I'm still rocking with a non-sync monitor and loving it :P

From where I am looking it is Nvidia that is trapping people, not AMD. Nvidia can overnight enable support of their cards on Freesync monitors if they chose to. Nvidia could also likely allow AMD cards to work on their G-Sync cards, but they won't.

Nvidia could solve all this over might if they wanted. But obviously being a business they want to milk people as much as they can as long as people allow them to do so.

If enough people made a big enough fuss about it and put pressure on Nvidia, at the very least they would allow their cards to work on Freesync monitors and continue their G-sync line as some kind of premium thing. But they really do not want to do that, as anyone who knows what's what will not bother with G-sync after that :p
 
TNA;30488057 said:
From where I am looking it is Nvidia that is trapping people, not AMD. Nvidia can overnight enable support of their cards on Freesync monitors if they chose to. Nvidia could also likely allow AMD cards to work on their G-Sync cards, but they won't.

Nvidia could solve all this over might if they wanted. But obviously being a business they want to milk people as much as they can as long as people allow them to do so.

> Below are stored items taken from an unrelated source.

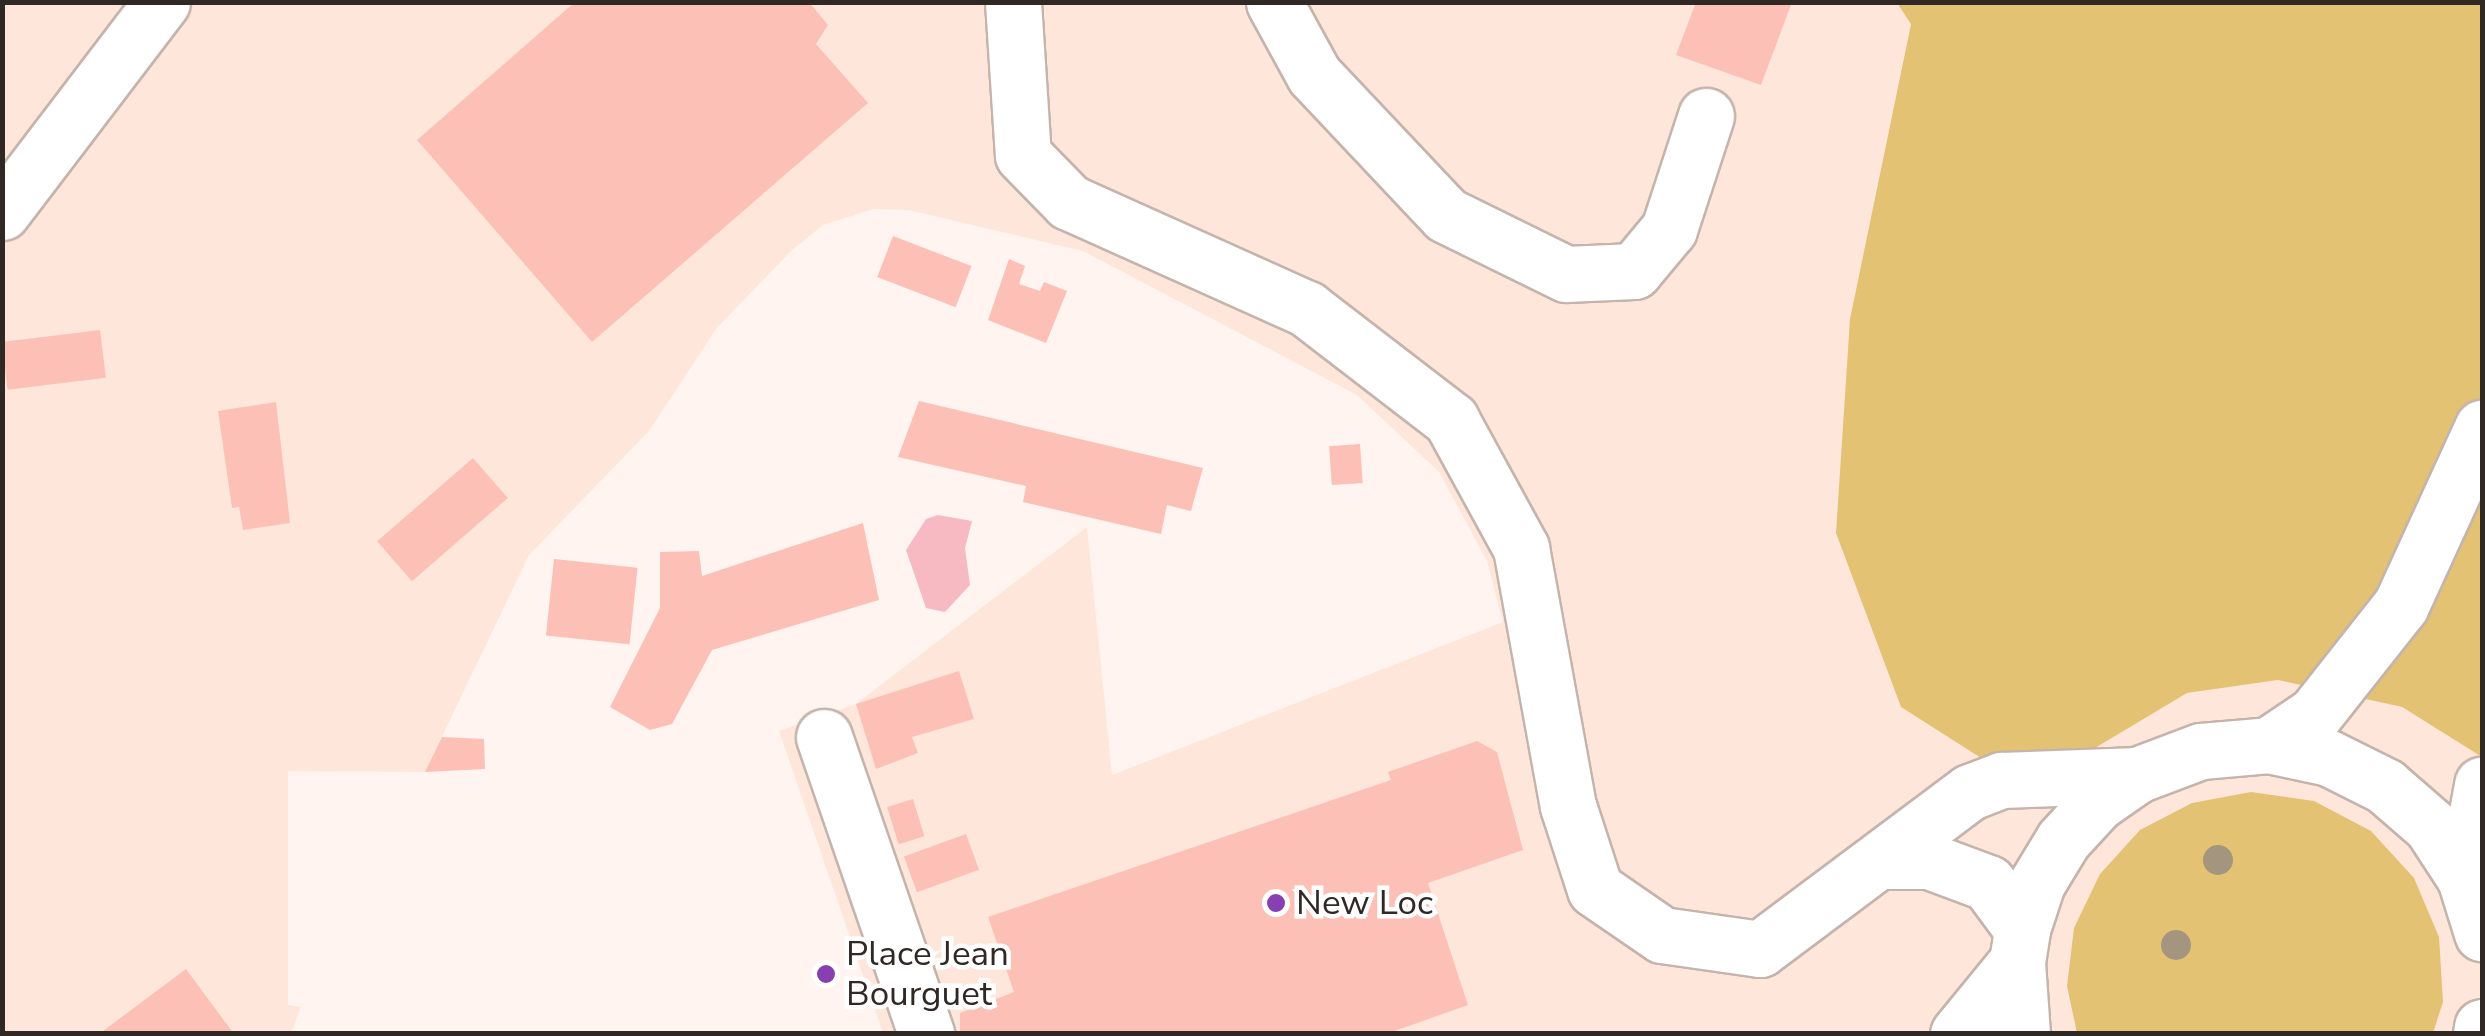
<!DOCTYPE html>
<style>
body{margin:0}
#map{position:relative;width:2485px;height:1036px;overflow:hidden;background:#fff4ef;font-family:"Nunito Sans",sans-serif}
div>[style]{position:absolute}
.built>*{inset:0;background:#ffe6da}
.green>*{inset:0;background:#e4c273}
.water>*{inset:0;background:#f7bac3}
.building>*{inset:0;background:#fcc0b6;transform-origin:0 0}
.roads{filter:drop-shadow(2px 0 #c4b4ac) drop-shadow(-2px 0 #c4b4ac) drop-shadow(0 2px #c4b4ac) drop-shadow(0 -2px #c4b4ac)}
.minor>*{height:55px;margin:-27.5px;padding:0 27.5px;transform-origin:27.5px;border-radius:27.5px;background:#fff}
.major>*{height:55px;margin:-27.5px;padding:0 27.5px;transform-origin:27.5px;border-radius:27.5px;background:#fff}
.trees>*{width:30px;height:30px;margin:-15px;border-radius:50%;background:#a3957e}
.dots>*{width:28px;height:28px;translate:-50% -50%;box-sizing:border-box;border:5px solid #fff;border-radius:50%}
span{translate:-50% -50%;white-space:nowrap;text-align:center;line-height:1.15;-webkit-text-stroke:9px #fff;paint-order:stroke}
.poi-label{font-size:35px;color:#2f2825}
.left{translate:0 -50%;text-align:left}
.frame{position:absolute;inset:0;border:5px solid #2f2825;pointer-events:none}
</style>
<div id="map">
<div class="built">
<i style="clip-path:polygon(2px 3px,1897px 3px,1911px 23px,1850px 319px,2065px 766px,2187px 693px,2278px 680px,2402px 707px,2482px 757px,2482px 1033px,883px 1033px,779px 731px,856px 704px,1087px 527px,1112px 775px,1503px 622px,1487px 561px,1439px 472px,1357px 395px,1083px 251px,909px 210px,874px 209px,823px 225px,791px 251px,716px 329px,649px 431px,529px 555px,425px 772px,288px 771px,288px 1005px,301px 1007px,291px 1033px,3px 1033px)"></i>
</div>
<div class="green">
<i style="clip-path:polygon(1897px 3px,2482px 3px,2482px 757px,2402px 707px,2278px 680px,2187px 693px,2065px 766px,1989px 763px,1901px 707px,1836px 533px,1850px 319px,1911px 24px)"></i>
<i style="clip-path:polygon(2251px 792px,2314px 801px,2371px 831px,2414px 878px,2439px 937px,2443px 1002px,2433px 1033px,2077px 1033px,2067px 986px,2074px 928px,2100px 874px,2140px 830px,2192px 803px)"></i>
</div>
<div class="water">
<i style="clip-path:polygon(938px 515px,972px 521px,965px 548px,970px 585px,945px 612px,926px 608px,906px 550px,926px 519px)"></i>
</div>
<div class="building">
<i style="clip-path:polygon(575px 2px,809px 2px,828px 25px,816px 44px,868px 103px,592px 342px,417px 140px)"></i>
<i style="clip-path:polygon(1696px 2px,1792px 2px,1761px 85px,1676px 55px)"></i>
<i style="left:893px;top:236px;width:84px;height:44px;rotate:21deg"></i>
<i style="clip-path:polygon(1009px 259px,1025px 266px,1019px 284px,1040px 291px,1044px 282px,1067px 291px,1046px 343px,988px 320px)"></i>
<i style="left:100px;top:330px;width:48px;height:99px;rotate:83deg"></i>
<i style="clip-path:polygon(919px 401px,1203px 468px,1191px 511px,1167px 505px,1161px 534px,1023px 502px,1026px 486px,898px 457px)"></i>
<i style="clip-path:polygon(276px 402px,290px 523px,243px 530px,239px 507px,232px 508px,218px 411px)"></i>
<i style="left:1360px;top:444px;width:39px;height:31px;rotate:86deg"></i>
<i style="left:473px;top:458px;width:53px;height:127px;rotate:49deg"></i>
<i style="clip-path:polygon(863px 523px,879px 600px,712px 650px,672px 724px,650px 730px,610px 707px,660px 608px,660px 552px,699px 551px,702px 576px)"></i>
<i style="left:554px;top:559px;width:84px;height:77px;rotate:6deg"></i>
<i style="clip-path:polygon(959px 671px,974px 719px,912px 737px,918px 753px,876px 769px,856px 704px)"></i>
<i style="clip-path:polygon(442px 737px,484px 739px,485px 769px,425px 772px)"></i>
<i style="clip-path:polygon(1477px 741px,1497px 752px,1523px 850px,1428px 883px,1468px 1005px,1386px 1034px,960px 1034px,960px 1013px,1014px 992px,988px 917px,1391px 780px,1388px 772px)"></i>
<i style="left:913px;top:799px;width:39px;height:27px;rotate:73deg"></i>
<i style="left:966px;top:834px;width:38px;height:66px;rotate:70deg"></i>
<i style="clip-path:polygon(186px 969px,234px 1034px,99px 1034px)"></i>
</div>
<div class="roads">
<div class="minor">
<i style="left:1013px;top:2px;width:153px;rotate:86.3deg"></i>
<i style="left:1023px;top:155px;width:66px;rotate:45.6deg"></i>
<i style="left:1069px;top:202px;width:261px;rotate:24.2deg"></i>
<i style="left:1307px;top:309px;width:182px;rotate:37.6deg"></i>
<i style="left:1451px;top:420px;width:146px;rotate:61.3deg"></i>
<i style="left:1521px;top:548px;width:262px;rotate:79.7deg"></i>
<i style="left:1568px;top:806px;width:87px;rotate:72deg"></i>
<i style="left:1595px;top:889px;width:81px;rotate:34.5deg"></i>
<i style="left:1662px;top:935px;width:99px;rotate:8.1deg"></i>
<i style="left:1760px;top:949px;width:262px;rotate:-36.8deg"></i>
<i style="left:1970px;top:792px;width:34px;rotate:-21deg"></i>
<i style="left:2002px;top:780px;width:135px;rotate:-2.1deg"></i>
<i style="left:1274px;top:2px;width:83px;rotate:61.3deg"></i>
<i style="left:1314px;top:75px;width:192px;rotate:46.7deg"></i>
<i style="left:1446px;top:215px;width:134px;rotate:26.2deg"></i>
<i style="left:1566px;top:274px;width:68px;rotate:-2.5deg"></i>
<i style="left:1634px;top:271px;width:55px;rotate:-50.2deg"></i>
<i style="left:1669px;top:229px;width:119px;rotate:-71.9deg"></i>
<i style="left:2px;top:212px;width:264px;rotate:-52.7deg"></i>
<i style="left:824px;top:737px;width:314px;rotate:71deg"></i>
<i style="left:1879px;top:861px;width:50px"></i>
<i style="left:1929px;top:861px;width:63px;rotate:20.4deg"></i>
<i style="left:1988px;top:883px;width:57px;rotate:53.5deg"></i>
</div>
<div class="major">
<i style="left:2269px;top:745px;width:55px;rotate:-34deg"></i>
<i style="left:2315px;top:714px;width:139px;rotate:-51.7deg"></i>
<i style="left:2401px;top:605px;width:195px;rotate:-65.4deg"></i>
<i style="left:2465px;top:878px;width:95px;rotate:-79.6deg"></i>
<i style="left:1958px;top:1034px;width:93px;rotate:-50.7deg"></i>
<i style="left:2022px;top:1034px;width:72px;rotate:-94deg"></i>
<i style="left:2017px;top:962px;width:33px;rotate:-81deg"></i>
<i style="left:2022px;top:929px;width:48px;rotate:-71.9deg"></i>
<i style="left:2037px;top:883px;width:50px;rotate:-58.8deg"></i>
<i style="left:2063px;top:840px;width:50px;rotate:-47.4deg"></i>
<i style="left:2097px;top:803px;width:49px;rotate:-35deg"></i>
<i style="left:2137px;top:775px;width:68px;rotate:-20.6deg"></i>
<i style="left:2201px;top:751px;width:68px;rotate:-5deg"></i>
<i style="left:2269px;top:745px;width:61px;rotate:12.2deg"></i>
<i style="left:2329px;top:758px;width:63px;rotate:26.6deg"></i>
<i style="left:2385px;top:786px;width:61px;rotate:41deg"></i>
<i style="left:2431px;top:826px;width:62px;rotate:56.8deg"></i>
<i style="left:2465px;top:878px;width:58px;rotate:72.8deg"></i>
<i style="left:2481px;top:1034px;width:7px;rotate:-82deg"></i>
</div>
</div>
<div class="trees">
<i style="left:2218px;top:860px"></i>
<i style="left:2176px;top:945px"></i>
</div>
<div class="dots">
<i style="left:1276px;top:903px;background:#883fb1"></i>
<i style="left:826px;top:974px;background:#883fb1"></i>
</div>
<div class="poi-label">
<span class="left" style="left:1296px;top:903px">New Loc</span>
<span class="left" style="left:846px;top:974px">Place Jean<br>Bourguet</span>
</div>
<div class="frame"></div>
</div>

If enough people made a big enough fuss about it and put pressure on Nvidia, at the very least they would allow their cards to work on Freesync monitors and continue their G-sync line as some kind of premium thing. But they really do not want to do that, as anyone who knows what's what will not bother with G-sync after that :p

Why not the other way round? Isn't g-sync supposed to be the better tech? Why cant AMD cards be made to work on g-syc? :D I know Freesync has the word "free" attached to it and people prefer it for that but I think if AMD had got to the tech first they'd probably not have tried to make it free and open.
Anyway, we shouldn't care but I think we should pressure both parties to get over it and release now a common standard - even if the monitors are priced a bit higher so both companies can make a few extra £. So if g-sync better then sod it, lets have that as the common standard, or vicevesa.
Or, why cant we have monitors with both g-sync and freesync? I think many would pay a premium over the current g-sync premium for that.